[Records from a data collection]
------------------------------------------------------------
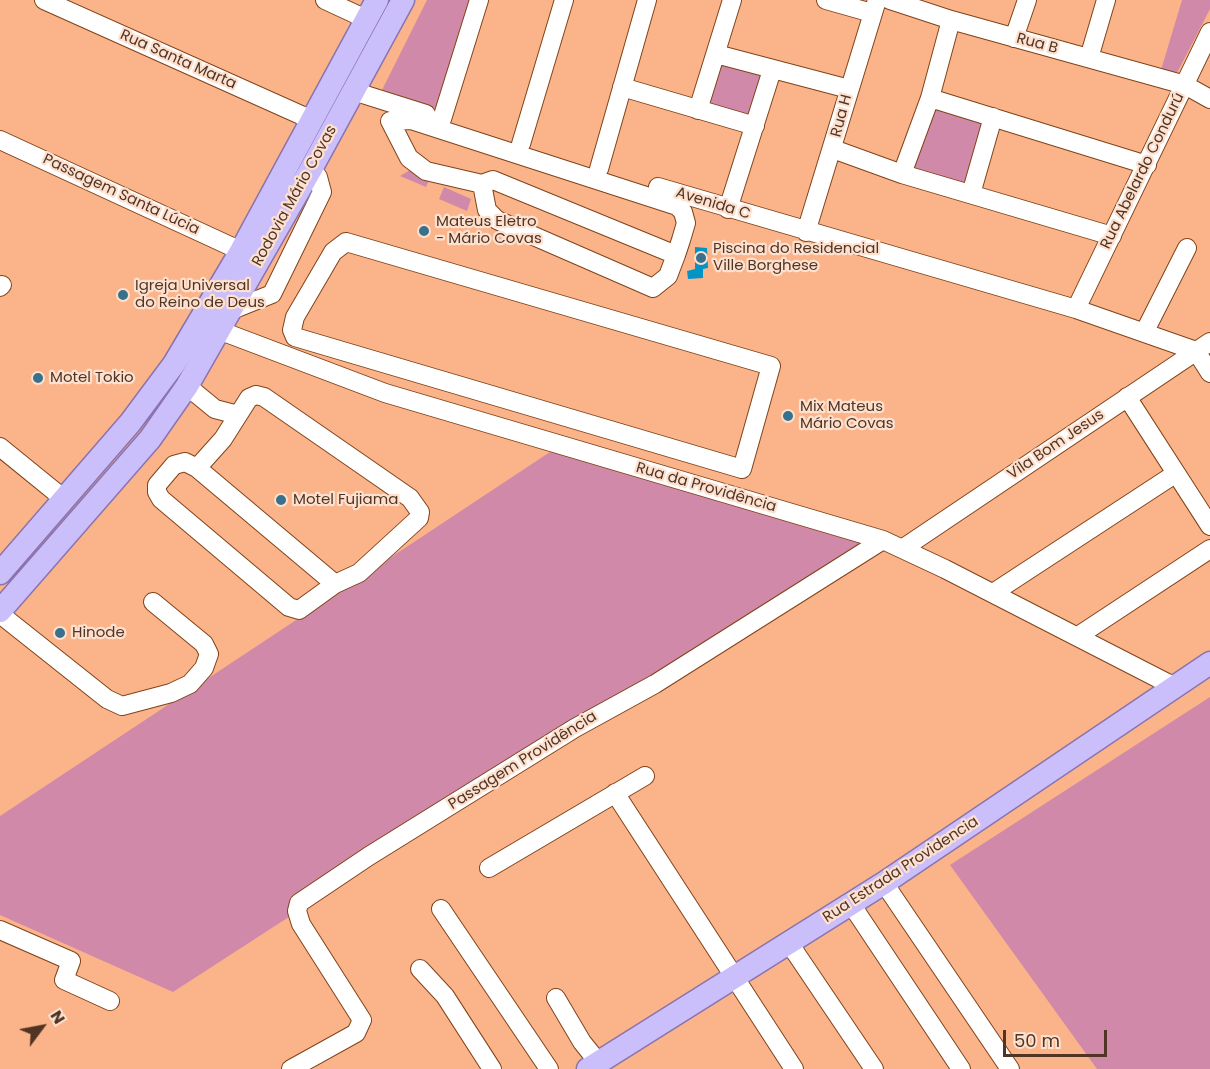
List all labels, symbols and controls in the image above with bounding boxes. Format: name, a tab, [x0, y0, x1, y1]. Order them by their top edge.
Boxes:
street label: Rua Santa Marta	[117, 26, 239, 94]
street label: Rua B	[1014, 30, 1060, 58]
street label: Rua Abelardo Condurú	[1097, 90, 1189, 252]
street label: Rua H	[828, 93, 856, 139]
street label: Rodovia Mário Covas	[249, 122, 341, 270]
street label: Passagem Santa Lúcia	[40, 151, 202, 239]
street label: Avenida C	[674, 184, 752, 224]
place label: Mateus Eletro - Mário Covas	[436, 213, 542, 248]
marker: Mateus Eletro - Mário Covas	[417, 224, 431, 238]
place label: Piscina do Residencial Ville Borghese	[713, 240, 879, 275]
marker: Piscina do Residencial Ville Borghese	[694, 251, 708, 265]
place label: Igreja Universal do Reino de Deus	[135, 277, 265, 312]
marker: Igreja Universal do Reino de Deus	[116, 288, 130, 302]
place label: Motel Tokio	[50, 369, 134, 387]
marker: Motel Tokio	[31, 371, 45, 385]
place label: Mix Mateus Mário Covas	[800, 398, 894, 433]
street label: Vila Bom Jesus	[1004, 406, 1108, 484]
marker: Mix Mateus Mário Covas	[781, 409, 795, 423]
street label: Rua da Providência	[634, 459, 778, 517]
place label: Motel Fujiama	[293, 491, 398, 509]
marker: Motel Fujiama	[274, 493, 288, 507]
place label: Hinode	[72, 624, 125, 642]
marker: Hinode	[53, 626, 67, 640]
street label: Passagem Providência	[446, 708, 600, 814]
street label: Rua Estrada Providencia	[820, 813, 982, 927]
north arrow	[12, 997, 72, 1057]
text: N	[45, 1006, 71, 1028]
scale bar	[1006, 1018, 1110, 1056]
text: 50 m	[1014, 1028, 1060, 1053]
------------------------------------------------------------
▶ [EXERCISE DETAILS]
What is needed is every line of the records that contains the word "Deus".

▶ [RESULT]
place label: Igreja Universal do Reino de Deus	[135, 277, 265, 312]
marker: Igreja Universal do Reino de Deus	[116, 288, 130, 302]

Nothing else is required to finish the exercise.